Все три подхода разработаны для разума, который оказался абсолютно один, сам по себе, в бесконечном мироздании. Никакого звездного неба над ним нет, пока он не спросит сам себя, как оно, собственно, может существовать. Прежде того, как заняться чем либо конкретным, разум должен решить вопрос, как это конкретное возможно? Подобный вопрос должен быть задан по поводу всего, например, "как возможно чистое естествознание?" или "как вообще возможна математика?". Вопрошание о возможности Кант называет трансцендентальным, а свои ответы - трансцендентальной теорией.

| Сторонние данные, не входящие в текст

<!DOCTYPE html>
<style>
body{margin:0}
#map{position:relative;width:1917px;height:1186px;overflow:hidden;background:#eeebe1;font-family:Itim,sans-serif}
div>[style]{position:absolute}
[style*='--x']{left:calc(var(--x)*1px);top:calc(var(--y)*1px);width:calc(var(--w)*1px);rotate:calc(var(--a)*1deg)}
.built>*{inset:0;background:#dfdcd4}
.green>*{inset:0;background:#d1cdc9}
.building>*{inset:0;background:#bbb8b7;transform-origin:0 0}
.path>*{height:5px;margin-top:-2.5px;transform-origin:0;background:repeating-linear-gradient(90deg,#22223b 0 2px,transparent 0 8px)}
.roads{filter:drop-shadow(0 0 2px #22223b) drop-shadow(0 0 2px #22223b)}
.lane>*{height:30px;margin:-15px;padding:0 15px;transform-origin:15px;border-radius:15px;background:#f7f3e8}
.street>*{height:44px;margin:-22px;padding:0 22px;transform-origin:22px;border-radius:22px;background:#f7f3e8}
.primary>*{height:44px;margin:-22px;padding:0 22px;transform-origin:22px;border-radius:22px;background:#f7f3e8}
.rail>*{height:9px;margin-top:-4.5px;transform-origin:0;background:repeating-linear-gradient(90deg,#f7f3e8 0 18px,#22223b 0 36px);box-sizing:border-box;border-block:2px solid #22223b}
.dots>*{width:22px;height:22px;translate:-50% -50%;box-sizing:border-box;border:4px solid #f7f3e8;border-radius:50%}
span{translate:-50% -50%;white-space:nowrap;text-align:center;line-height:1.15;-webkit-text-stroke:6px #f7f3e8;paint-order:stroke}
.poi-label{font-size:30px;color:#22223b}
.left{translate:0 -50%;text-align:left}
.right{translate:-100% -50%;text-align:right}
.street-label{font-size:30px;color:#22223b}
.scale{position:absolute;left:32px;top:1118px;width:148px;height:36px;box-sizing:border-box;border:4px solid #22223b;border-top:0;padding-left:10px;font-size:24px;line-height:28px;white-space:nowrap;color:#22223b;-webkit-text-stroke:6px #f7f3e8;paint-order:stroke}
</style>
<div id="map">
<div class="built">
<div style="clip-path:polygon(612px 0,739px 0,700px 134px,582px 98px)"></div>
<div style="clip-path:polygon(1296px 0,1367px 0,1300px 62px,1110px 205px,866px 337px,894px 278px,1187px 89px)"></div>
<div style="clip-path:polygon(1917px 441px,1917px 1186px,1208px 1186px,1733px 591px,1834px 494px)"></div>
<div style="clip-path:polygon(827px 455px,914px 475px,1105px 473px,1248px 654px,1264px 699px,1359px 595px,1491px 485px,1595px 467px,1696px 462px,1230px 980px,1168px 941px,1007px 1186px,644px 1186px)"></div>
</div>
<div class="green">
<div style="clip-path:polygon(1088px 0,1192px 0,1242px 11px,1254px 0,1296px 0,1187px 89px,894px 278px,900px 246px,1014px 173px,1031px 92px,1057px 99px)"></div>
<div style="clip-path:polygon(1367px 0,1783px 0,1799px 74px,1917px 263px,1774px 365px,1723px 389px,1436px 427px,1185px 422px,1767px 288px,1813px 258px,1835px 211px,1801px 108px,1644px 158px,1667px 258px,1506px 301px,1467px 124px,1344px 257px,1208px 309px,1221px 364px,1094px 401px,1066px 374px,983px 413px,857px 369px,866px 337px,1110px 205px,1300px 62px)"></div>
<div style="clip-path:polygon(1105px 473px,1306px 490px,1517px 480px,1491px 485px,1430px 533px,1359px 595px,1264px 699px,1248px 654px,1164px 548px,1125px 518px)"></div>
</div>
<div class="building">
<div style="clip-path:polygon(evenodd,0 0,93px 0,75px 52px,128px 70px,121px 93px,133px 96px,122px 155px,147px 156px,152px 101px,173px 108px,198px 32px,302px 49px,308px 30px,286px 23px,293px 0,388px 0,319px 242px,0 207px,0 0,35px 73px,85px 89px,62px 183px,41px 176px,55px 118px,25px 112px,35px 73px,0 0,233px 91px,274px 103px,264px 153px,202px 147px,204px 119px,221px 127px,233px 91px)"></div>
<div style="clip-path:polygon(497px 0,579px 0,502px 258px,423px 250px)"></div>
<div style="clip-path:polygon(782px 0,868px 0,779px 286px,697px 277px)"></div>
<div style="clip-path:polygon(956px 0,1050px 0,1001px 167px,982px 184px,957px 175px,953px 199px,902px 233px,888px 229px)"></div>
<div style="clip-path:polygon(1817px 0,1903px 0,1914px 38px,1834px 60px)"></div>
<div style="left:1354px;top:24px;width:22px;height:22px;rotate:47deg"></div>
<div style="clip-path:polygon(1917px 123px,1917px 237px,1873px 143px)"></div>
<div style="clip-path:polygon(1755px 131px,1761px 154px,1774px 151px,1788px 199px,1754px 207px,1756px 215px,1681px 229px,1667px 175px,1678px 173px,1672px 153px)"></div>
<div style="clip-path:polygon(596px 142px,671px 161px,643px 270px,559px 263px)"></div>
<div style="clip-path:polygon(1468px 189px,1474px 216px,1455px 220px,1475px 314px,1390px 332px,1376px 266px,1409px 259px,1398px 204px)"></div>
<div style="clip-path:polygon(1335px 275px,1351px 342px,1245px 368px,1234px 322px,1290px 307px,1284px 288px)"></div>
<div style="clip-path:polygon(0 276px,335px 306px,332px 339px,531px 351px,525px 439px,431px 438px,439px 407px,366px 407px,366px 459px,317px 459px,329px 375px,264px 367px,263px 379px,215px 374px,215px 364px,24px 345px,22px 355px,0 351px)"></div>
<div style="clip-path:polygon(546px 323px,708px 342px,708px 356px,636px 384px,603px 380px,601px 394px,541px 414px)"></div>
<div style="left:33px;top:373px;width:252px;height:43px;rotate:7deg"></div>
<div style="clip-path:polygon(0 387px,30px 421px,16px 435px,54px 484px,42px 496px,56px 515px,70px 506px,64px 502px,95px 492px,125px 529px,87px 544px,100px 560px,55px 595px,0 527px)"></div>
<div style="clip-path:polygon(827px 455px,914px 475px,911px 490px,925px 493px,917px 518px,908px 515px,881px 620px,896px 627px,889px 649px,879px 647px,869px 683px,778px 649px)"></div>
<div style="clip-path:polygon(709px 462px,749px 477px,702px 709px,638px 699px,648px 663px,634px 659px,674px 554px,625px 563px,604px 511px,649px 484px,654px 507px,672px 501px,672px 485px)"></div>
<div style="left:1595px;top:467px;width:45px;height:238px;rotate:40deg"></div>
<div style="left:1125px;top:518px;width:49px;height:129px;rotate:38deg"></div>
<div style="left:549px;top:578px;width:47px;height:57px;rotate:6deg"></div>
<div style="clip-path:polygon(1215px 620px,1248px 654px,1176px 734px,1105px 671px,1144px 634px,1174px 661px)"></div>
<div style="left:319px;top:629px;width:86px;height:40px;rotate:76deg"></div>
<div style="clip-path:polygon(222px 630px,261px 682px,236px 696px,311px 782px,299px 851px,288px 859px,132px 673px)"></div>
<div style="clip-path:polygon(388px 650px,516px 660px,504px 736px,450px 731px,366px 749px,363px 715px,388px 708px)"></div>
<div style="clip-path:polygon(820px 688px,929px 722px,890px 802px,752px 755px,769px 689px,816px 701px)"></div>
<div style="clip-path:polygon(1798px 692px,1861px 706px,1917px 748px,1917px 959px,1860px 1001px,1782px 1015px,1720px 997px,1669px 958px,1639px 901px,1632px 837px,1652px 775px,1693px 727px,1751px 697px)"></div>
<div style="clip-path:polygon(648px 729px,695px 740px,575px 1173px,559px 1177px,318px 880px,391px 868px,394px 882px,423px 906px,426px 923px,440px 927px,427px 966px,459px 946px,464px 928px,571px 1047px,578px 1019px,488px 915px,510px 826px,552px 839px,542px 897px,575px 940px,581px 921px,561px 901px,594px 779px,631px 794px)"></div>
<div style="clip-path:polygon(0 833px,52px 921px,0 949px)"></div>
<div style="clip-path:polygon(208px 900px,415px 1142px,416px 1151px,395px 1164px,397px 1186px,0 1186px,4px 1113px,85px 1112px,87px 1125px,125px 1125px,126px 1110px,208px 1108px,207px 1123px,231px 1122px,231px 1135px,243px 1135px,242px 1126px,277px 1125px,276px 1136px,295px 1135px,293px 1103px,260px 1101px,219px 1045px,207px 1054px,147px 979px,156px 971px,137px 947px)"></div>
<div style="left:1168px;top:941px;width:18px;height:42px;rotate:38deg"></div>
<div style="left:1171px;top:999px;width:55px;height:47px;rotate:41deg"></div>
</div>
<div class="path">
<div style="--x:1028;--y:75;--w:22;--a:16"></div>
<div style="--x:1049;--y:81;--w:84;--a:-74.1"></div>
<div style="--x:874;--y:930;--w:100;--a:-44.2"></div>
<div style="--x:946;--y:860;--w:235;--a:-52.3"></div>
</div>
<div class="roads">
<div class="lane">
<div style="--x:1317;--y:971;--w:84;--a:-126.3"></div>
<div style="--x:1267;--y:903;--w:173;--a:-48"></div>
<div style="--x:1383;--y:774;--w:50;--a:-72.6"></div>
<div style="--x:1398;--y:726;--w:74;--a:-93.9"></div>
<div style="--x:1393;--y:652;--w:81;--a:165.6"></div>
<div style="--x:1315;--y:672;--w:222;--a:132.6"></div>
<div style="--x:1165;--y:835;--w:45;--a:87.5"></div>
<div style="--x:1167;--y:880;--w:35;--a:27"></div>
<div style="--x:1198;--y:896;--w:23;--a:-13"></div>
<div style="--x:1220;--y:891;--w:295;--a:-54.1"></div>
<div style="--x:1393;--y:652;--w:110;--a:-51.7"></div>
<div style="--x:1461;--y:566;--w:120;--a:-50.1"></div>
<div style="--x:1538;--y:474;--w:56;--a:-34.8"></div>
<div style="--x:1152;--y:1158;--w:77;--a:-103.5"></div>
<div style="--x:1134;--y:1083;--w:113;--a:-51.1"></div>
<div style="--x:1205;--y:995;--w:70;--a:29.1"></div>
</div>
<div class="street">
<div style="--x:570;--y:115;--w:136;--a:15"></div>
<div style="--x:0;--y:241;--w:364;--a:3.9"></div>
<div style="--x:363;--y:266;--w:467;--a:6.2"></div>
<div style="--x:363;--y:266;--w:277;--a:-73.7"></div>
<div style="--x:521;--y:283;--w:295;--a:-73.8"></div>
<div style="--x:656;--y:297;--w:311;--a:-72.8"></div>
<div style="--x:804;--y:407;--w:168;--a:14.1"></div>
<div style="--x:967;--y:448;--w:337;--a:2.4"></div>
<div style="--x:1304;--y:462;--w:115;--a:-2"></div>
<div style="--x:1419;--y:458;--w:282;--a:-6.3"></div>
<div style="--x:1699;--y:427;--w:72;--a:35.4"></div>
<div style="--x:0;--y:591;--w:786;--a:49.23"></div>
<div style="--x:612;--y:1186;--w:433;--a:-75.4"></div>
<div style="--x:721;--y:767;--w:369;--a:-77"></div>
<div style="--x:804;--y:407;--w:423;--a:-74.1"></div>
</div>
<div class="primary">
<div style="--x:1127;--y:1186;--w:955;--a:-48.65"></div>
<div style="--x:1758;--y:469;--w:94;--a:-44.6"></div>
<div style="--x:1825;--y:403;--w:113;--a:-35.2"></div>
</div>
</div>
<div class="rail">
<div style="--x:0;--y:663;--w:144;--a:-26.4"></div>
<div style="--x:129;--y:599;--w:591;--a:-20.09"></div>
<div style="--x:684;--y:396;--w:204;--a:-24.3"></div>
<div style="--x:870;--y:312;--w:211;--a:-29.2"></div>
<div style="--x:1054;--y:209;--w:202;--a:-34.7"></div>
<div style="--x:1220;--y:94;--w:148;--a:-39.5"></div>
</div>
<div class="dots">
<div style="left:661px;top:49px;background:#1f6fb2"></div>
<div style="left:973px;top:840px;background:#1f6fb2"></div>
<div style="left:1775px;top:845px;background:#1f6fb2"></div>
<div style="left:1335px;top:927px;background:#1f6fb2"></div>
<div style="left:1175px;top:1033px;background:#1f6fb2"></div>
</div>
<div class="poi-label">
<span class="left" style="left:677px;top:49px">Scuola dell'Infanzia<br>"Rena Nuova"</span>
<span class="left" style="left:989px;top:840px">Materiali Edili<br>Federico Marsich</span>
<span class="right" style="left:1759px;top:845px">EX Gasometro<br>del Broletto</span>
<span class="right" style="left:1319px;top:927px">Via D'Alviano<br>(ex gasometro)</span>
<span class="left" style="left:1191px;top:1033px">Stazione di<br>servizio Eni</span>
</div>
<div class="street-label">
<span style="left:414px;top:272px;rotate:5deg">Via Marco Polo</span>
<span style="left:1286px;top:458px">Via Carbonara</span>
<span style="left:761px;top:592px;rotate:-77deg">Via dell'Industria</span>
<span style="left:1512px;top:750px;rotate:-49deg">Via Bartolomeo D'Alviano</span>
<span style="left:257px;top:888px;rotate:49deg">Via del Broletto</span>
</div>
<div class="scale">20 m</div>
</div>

Как возможны вещи? - спрашивает разум, и приходит к выводу, что вещи - сами по себе, а он - сам по себе. Вещи - они "вещи-в-себе", и они вовсе не обязаны сообщать нам исчерпывающую информацию о своей сущности. Нашим чувствам доступны только явления, а "вещь-в-себе" не доступна ни разуму, ни чувствам. Как возможна наука? - спрашивает разум, и приходит к выводу, что наука возможна только в том случае, если к чувственным данным будет добавлено нечто, имеющее нечувственный характер, и это добавление Кант определяет как понимание (Verstand) и чистое созерцание. Таким образом, познание имеет два источника, эмпирический и априорный, а не один, как это было в сенсуалистских теориях познания, например, у Локка.

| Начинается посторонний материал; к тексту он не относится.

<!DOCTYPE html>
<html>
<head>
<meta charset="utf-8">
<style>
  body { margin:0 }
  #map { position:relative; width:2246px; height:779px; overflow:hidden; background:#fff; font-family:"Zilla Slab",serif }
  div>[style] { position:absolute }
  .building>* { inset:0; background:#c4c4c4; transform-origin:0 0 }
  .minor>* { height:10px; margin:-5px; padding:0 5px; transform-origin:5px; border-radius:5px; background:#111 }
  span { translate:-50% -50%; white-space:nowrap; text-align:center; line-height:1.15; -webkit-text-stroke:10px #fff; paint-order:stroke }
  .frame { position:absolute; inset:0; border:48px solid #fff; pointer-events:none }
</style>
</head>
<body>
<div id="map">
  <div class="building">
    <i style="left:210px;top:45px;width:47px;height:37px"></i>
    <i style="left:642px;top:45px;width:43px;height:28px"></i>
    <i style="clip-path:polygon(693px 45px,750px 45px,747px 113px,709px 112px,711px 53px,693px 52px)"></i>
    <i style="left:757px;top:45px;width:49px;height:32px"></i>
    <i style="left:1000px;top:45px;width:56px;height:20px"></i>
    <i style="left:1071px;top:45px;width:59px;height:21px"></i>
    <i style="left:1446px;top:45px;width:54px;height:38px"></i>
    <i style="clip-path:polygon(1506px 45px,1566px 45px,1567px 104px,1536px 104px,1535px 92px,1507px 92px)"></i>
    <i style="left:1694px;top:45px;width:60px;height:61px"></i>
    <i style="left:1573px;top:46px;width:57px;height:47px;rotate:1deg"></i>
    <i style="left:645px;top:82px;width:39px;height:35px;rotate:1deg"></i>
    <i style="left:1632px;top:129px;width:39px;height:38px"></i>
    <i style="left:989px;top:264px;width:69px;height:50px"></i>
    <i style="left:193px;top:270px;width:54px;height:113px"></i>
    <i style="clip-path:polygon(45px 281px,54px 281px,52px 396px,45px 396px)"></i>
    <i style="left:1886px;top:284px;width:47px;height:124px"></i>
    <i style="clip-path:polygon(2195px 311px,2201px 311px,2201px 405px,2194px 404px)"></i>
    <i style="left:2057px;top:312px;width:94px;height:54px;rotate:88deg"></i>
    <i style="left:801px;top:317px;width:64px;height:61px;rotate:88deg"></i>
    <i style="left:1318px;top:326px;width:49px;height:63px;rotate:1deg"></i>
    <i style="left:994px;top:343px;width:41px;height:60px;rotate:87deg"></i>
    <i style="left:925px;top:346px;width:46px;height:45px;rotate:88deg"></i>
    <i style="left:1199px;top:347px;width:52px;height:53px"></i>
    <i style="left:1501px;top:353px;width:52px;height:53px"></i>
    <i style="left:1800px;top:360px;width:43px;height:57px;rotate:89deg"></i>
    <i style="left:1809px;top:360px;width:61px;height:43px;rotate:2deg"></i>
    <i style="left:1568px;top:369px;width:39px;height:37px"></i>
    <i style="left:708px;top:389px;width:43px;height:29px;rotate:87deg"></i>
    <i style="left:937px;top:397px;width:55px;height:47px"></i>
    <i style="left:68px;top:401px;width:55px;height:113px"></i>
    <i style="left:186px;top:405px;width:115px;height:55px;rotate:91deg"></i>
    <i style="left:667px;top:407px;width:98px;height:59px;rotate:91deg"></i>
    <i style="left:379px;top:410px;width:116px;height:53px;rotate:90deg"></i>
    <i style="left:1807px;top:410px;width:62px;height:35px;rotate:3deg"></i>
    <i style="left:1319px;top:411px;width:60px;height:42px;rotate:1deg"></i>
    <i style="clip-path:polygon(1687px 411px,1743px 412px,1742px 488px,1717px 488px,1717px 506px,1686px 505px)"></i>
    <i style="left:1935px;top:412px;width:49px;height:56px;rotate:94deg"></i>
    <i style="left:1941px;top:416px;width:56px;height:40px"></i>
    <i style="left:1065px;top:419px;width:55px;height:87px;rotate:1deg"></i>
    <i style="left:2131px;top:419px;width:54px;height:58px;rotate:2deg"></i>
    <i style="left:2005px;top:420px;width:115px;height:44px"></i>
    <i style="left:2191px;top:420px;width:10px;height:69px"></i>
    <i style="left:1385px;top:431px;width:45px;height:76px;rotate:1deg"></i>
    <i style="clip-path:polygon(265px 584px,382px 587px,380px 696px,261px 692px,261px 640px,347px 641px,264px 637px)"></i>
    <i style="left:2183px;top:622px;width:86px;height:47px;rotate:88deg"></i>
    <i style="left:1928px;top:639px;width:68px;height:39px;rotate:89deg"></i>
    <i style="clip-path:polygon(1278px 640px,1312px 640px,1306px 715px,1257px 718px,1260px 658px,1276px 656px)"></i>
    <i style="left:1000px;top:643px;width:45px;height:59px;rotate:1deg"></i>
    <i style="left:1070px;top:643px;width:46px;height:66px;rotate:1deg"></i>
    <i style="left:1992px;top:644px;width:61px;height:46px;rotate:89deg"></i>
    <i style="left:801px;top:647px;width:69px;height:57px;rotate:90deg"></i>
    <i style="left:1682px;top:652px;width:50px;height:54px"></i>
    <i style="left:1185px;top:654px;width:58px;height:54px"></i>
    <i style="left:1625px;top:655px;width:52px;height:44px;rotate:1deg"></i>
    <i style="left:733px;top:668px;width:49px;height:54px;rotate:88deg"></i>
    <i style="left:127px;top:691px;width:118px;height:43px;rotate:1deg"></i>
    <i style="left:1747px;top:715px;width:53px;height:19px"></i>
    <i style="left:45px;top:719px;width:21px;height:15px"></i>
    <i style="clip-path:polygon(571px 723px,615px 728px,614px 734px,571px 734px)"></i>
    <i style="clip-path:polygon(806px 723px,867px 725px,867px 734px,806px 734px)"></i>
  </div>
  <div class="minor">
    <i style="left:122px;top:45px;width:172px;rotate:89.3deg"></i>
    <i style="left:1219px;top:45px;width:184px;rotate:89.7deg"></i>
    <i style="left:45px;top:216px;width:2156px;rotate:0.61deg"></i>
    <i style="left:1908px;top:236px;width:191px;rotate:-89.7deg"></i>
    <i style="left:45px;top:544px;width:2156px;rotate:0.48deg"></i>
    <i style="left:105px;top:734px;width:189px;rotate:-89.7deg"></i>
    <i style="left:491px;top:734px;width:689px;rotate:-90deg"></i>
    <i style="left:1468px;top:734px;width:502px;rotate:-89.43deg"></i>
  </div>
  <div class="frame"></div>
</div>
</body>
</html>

Соответственно возникает вопрос - являются ли этические и эстетические знания эмпирическими или априорными? Получен ли нравственный закон из опыта или он есть продукт чистого разума? Точно так же красота: является ли она имманентным свойством вещей или она есть априорное качество, приписываемое вещам разумом? Что касается нравственного закона, то такой вопрос решается Кантом однозначно, - это закон априорный, а не эмпирический, поскольку он не есть результат обобщения человеческого поведения. Он и не мог возникнуть эмпирически, так как касается того, что должно быть, а не того, что есть. Опыт не может дать нам пример морального поведения, так как, наблюдая чьи-либо действия, мы не можем установить, действует ли данный индивидуум по закону, или его поведение лишь внешне согласно с поведением, которое имело бы в качестве основы нравственный закон. Категорический императив, таким образом, выступает как некая идеальная конструкция разума, декларация собственной свободы при уважении свободы других, требование относиться ко всякому человеку как к цели, а не как к средству. Это состояние, к которому нужно стремиться, но которого нельзя достичь.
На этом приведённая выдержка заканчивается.